Drivers Who Wave You In: One of my biggest pet peeve is when people make ridiculous jumps in logic. Just because someone has never cheated at golf doesn't mean they won't engage in insider trading. Just because a President never screwed around on his wife doesn't mean he won't stick a big metaphorical dildo up the ass of the collective citizenry. So this is only worth what it's worth, but I sincerely appreciate people who, jammed into lines of hundreds of other miserable cars in mall parking lots at this time of year, find it in their hearts to wave other people in. They might be serial killers or tax dodgers the rest of their lives, but for those few hours they spend waving people in and letting other desperate drivers catch a break, they are saints, and they are Godsends.
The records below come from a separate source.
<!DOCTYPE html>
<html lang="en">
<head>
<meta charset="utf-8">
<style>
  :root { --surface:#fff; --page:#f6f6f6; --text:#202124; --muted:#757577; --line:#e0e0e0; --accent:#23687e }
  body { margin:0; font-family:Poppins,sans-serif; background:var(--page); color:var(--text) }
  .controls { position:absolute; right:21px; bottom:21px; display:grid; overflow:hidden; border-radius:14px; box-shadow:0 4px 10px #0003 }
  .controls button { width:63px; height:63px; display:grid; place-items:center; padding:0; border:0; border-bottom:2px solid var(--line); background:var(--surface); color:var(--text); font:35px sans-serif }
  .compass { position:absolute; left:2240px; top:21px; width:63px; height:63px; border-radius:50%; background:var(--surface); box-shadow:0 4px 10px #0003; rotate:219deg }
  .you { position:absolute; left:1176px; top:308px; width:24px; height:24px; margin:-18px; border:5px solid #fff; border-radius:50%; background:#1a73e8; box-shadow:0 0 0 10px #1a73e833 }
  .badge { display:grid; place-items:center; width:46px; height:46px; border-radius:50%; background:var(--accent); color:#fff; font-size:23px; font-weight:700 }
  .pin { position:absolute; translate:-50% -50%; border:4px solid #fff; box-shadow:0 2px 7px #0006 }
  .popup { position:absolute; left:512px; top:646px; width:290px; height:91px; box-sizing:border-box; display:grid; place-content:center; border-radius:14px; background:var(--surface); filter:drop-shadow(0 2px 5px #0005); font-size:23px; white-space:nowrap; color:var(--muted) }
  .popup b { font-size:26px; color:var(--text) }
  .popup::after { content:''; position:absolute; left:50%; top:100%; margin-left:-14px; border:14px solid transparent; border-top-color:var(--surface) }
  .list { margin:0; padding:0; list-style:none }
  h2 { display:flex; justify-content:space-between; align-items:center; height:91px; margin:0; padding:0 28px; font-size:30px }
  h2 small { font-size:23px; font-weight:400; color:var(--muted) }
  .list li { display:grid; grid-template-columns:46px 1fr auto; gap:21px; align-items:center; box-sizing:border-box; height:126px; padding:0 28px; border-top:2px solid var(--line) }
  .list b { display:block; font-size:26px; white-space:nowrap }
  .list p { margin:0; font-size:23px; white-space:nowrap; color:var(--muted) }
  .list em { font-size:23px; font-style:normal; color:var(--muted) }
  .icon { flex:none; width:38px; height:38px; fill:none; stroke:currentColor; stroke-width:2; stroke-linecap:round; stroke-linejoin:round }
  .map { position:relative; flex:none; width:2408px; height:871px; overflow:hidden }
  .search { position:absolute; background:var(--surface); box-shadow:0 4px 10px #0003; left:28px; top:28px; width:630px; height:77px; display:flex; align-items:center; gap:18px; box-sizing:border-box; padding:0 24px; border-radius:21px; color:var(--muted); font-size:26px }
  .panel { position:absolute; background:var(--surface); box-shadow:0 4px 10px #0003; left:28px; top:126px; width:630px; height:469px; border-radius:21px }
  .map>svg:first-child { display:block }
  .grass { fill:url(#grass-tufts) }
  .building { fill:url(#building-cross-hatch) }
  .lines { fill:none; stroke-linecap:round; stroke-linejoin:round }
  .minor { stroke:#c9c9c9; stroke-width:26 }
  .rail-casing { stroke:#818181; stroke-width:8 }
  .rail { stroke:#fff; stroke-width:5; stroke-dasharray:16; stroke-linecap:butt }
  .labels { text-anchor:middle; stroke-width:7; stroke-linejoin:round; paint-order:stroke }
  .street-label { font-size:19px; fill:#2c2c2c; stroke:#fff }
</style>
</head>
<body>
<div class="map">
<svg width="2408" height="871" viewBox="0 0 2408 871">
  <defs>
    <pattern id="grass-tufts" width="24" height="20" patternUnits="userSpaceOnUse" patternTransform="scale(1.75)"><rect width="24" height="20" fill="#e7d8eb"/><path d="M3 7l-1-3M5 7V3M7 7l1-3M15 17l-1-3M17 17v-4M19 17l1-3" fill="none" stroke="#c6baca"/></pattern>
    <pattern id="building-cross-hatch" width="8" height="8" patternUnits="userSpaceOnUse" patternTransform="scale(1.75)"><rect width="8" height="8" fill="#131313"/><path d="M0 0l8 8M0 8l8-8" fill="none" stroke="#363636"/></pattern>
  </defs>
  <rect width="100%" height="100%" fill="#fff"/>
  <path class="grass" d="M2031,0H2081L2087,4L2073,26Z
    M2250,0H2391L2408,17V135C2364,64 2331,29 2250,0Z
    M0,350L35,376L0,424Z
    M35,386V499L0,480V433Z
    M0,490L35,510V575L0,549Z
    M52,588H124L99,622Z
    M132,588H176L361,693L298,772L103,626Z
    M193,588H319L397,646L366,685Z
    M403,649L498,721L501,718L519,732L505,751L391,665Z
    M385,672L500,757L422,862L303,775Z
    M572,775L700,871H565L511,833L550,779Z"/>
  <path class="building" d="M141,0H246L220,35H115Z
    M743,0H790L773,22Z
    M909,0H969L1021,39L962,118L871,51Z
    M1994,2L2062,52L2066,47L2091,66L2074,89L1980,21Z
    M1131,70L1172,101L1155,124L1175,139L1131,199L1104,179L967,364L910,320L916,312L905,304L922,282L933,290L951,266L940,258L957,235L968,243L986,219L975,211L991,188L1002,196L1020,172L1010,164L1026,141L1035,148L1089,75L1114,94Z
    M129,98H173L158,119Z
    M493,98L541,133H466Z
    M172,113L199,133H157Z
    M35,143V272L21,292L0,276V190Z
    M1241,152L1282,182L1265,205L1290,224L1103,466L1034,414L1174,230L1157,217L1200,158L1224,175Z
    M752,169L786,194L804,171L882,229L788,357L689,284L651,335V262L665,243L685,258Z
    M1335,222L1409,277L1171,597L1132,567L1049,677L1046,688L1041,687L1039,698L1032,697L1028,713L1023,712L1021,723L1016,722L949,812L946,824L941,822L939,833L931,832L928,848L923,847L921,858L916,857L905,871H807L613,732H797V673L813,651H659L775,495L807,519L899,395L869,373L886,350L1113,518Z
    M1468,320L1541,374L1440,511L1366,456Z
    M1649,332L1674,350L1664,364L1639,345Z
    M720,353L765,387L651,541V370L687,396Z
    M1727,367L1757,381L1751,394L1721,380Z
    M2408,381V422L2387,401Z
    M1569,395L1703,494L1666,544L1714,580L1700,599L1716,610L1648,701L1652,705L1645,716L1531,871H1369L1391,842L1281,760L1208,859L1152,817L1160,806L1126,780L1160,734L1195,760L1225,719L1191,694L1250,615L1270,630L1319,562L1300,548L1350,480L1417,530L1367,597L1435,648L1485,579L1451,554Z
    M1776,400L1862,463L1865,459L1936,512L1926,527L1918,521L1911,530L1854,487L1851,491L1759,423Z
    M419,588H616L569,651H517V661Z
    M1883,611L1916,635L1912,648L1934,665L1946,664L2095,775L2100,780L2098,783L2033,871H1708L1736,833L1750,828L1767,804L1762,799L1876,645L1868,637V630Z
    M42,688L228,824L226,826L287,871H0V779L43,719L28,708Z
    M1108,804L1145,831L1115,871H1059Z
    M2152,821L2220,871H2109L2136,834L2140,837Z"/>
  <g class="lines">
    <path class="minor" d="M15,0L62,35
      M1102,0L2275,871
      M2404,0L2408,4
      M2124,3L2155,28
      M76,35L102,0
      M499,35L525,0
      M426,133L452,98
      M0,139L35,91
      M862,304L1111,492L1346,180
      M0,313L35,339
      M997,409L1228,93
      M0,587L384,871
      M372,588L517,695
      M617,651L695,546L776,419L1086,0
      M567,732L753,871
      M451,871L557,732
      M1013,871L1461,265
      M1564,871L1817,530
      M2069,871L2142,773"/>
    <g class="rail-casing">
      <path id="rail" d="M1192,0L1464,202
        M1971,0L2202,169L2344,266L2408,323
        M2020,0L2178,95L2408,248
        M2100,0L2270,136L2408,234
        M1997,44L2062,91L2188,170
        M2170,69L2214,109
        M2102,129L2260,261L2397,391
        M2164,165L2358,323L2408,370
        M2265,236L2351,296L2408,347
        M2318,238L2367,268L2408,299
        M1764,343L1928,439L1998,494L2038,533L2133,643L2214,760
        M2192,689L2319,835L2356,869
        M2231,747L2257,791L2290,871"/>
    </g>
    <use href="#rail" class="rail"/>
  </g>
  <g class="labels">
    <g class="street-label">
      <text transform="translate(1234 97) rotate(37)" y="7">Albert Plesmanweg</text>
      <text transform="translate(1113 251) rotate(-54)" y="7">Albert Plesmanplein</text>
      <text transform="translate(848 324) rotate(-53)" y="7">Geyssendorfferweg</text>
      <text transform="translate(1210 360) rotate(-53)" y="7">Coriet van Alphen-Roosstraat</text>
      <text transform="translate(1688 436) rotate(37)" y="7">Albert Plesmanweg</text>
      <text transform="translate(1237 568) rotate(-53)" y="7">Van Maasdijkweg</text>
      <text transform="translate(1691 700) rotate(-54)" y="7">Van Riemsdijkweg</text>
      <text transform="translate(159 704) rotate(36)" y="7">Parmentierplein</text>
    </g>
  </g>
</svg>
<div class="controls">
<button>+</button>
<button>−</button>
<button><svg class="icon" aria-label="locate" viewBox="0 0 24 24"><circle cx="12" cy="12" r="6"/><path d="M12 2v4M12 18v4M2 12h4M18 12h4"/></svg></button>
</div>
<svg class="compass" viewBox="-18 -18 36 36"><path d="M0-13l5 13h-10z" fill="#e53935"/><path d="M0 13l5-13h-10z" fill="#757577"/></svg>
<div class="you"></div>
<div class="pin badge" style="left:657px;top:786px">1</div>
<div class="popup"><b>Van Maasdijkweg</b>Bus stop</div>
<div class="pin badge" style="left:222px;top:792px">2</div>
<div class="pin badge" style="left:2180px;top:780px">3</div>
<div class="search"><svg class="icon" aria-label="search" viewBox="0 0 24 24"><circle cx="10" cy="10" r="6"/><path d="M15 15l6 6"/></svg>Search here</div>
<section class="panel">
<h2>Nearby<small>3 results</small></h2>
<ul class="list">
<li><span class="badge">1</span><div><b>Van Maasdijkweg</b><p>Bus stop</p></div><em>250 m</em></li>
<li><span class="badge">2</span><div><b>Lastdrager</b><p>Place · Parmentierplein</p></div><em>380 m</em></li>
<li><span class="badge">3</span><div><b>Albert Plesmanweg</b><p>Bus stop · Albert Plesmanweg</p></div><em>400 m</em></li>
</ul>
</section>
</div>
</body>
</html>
Threadless.com: I spent close to $200 on presents for various people at Threadless.com this Christmas season. And for every dollar I spent, I got several minutes of childish glee from jumping around on that site. I started stuffing my online shopping cart with T-shirts in late November but didn't finalize the order until December 15, because the experience was a constant "two steps forward, one step back" waltz of changing my mind, finding better shirts, missing out on an item that went out of order, and diving back in to find another option. Those dudes deserve their income, and so do the dozen or so shirt creators (anyone can be one!) whose designs had me beeming.
I figured I'd share these few minor things with you here. Feel free to offer some of your own in return. And have a splendid, phosphorescent, Merry Christmas.